# Dematter recommendation please



## msminnamouse (Jul 14, 2008)

Can you guys please recommend a dematting rake? Something affordable would be so nice...  I prefer professional tools because they usually work better than "pet" tools.


----------



## poodleholic (Mar 15, 2007)

I don't ever use dematting tools, because I feel they just do more damage to the hair, which creates even more matting. I put Survivor (by EQyss) in the hair, and then use my slicker and comb to ease out the mat. For those really bad mats, I rub in corn starch, pull the hair apart as much as possible, add a little more corn starch, and then gently pull the slicker and/or comb through. 

Slicker of choice is the one made by Les Poochs, but it's a little spendy at $85. Worth it, though!


----------



## ioreks_mom (Oct 1, 2008)

That Les Poochs brush looks great!! 

Do you think that cornstarch will help to looses the winter coat from Iorek's fur? He really hates for me to brush him and if the cornstarch will help the winter coat slide out smoother it might make it easier to brush him.

(Sorry for the hijack )


----------



## msminnamouse (Jul 14, 2008)

No need to apologize ioreks_mom.

Maybe I'll try conditioner and brushing out while the hair is saturated with it. It always worked on my tangles. 

The Survivor is kind of pricey for one dog (I'm a college student so everything is pricey!) but if I start grooming more dogs, I'll probably just get it.


----------



## ioreks_mom (Oct 1, 2008)

For my sammy I also put conditioner on his fur and comb him out with my rake while he is still covered in it.

When we were taking Iorek to obedience the trainer said that dog's don't need fancy shampoo and conditioner. She said that I can get any old human shampoo/conditioner and it would be fine. I bought big 1 litre bottles that are vanilla and honey scent and they were only about $5 each. We still have tons. It smells much nicer than most dog shampoo that I have found since it is a very mild scent and the conditioner works really well as a detangler. 

I think that will be my job for this weekend. I just tried to get a grooming appt for Iorek and had no luck... My family is coming for a visit in a few weeks and I want him looking good


----------



## msminnamouse (Jul 14, 2008)

I don't know about that. I posted that I used human shampoo on my dog in a grooming forum and they all told me that it was too drying for dogs, and that the pH isn't right for dogs and that it strips the oils in their coats.

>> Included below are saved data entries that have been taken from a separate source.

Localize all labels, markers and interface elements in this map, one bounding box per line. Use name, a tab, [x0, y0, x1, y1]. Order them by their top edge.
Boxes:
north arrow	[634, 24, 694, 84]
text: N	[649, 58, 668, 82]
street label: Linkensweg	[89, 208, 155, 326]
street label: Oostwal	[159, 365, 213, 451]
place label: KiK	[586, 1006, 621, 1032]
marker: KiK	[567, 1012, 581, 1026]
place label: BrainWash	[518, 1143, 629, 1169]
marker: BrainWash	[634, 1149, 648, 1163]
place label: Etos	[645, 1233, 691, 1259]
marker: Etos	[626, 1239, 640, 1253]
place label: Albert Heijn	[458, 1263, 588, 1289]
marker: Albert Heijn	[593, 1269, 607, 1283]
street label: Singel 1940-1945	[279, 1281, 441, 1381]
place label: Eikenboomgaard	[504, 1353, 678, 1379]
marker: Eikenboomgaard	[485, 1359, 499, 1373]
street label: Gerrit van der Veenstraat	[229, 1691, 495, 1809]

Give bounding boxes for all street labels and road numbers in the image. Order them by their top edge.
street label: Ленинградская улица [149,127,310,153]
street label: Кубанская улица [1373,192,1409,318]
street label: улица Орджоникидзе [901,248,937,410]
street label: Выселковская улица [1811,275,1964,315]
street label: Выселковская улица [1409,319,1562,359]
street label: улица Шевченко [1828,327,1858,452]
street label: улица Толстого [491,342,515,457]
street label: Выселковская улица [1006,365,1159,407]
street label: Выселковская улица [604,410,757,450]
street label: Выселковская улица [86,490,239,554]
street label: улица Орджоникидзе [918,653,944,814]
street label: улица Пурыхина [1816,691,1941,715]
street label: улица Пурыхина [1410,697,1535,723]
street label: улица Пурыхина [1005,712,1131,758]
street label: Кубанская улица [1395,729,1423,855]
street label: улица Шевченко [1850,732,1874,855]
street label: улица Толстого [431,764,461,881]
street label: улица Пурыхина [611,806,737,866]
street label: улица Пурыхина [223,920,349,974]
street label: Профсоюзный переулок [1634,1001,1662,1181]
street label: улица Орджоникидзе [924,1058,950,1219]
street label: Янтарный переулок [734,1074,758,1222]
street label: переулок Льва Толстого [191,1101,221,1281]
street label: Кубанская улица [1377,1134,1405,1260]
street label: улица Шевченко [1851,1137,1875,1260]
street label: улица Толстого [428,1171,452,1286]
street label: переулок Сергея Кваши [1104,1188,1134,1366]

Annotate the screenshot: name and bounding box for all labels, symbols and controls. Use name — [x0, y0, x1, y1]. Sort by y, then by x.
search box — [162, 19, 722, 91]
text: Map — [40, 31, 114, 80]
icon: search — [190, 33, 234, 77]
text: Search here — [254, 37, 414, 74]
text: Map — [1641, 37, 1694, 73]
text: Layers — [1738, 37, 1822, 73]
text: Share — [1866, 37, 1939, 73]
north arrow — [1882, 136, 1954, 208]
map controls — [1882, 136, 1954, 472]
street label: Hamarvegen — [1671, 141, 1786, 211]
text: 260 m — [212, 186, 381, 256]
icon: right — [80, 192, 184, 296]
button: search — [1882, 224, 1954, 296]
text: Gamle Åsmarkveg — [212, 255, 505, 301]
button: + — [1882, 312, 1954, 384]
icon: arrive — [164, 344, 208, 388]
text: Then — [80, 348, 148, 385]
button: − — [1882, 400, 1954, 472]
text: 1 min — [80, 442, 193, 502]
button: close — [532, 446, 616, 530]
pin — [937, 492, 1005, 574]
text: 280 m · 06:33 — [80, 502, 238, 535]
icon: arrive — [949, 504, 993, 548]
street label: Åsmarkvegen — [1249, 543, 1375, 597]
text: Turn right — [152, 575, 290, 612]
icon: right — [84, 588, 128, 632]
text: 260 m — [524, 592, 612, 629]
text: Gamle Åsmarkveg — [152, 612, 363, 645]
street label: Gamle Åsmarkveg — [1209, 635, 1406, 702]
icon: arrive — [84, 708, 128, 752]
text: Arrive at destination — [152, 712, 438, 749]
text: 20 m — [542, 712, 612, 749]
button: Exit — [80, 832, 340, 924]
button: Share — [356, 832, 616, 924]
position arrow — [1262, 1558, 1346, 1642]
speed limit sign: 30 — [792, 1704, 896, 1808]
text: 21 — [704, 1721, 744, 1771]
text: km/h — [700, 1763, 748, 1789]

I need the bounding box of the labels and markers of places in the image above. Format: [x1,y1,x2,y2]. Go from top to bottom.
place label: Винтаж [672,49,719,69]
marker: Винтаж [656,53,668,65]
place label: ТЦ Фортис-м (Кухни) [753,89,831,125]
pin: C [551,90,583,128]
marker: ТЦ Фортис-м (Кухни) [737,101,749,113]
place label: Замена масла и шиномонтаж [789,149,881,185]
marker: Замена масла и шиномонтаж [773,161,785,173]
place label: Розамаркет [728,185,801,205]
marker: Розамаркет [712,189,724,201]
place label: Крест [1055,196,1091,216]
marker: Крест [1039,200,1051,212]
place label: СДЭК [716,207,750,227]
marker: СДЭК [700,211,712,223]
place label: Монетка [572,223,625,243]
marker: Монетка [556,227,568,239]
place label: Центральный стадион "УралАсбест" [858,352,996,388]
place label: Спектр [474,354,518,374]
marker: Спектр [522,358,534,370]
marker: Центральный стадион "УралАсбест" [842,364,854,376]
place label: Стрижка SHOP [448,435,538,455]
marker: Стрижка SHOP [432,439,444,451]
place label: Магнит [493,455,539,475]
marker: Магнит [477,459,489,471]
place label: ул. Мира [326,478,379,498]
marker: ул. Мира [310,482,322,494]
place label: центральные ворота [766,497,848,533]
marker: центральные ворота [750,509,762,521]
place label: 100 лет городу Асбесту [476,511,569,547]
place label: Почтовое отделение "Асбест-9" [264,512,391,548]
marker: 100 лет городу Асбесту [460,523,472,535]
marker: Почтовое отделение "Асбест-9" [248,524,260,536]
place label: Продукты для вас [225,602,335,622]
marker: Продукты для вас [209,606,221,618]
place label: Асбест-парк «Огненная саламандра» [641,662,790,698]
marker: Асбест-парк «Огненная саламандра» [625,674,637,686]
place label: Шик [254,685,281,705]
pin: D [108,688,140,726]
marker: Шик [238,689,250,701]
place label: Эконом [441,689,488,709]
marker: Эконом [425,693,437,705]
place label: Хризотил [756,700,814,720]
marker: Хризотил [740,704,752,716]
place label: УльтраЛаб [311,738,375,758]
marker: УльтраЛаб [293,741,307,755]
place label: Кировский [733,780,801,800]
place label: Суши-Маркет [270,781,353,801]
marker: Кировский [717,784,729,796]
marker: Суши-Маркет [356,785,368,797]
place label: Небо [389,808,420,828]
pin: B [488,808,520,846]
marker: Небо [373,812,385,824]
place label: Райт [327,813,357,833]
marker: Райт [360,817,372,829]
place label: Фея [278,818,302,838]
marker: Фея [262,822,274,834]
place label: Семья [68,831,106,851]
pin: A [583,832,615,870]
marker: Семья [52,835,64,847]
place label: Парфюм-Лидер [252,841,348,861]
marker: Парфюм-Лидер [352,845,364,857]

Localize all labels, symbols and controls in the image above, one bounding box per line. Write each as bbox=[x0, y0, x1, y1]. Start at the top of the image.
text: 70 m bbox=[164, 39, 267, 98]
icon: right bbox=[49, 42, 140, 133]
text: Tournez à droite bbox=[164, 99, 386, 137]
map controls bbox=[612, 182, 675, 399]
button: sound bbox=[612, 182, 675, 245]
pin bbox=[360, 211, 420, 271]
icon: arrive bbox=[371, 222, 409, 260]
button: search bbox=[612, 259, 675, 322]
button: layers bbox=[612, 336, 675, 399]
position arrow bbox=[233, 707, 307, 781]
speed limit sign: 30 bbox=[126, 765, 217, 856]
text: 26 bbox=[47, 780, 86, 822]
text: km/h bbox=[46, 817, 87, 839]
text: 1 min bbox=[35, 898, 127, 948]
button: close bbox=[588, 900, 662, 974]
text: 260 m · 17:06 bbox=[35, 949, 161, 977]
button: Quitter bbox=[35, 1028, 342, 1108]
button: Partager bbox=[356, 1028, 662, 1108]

Here's a link I just found if you're interested: http://www.petmd.com/dog/grooming/evr_dg_shampoo_for_dogs


----------



## ioreks_mom (Oct 1, 2008)

Thanks, I will have a look at the link. 

Our obedience trainer is a former groomer and she said it was fine to use. Iorek gets about 4-5 baths a year so I doubt that it would be too drying that many times. Plus, I condition every time I bathe him anyway. He isn't bathed too often so I guess it is ok for infrequent baths.


----------



## poodleholic (Mar 15, 2007)

ioreks_mom said:


> That Les Poochs brush looks great!!
> 
> Do you think that cornstarch will help to looses the winter coat from Iorek's fur? He really hates for me to brush him and if the cornstarch will help the winter coat slide out smoother it might make it easier to brush him.
> 
> (Sorry for the hijack )



Hmm, I don't know! cornstarch makes the hair real slippery, so mats slide out easily, and it also absorbs oil and dirt. Guess it wouldn't hurt to try!


----------



## ioreks_mom (Oct 1, 2008)

Thanks! I will give it a try tonight!


----------



## msminnamouse (Jul 14, 2008)

Are furminator type rakes and dematting rakes really just the same thing?


----------



## ioreks_mom (Oct 1, 2008)

No. A rake has long teeth that are usually spaced apart and the furminator kind of looks like a blade from a set of clippers.

Undercoat rake 

Furminator


----------



## Love's_Sophie (Sep 23, 2007)

ioreks_mom said:


> Thanks, I will have a look at the link.
> 
> Our obedience trainer is a former groomer and she said it was fine to use. Iorek gets about 4-5 baths a year so I doubt that it would be too drying that many times. Plus, I condition every time I bathe him anyway. He isn't bathed too often so I guess it is ok for infrequent baths.


Alot of groomers still use Dawn for degreasing too, and although I will on the very seldom occasion, I prefer not too. Just because something has been used for a long time, doesn't make it 'best' for the pet. Dawn, as well as human products DO strip the natural oils from a dog's coat, which can actually cause more oil buildup, and skin problems, because the dog's system has to try and replace all that oil. Good quality pet shampoos don't strip those natural oils from the coat, and can be easier on the ph of the dog, because they are designed for them. 

That said, I guess if the dog is only getting a bath on occasion, what you are using is fine for now. There are decent pet shampoos that cost just as little as what you spent, and you can dilute those as well, for future reference. 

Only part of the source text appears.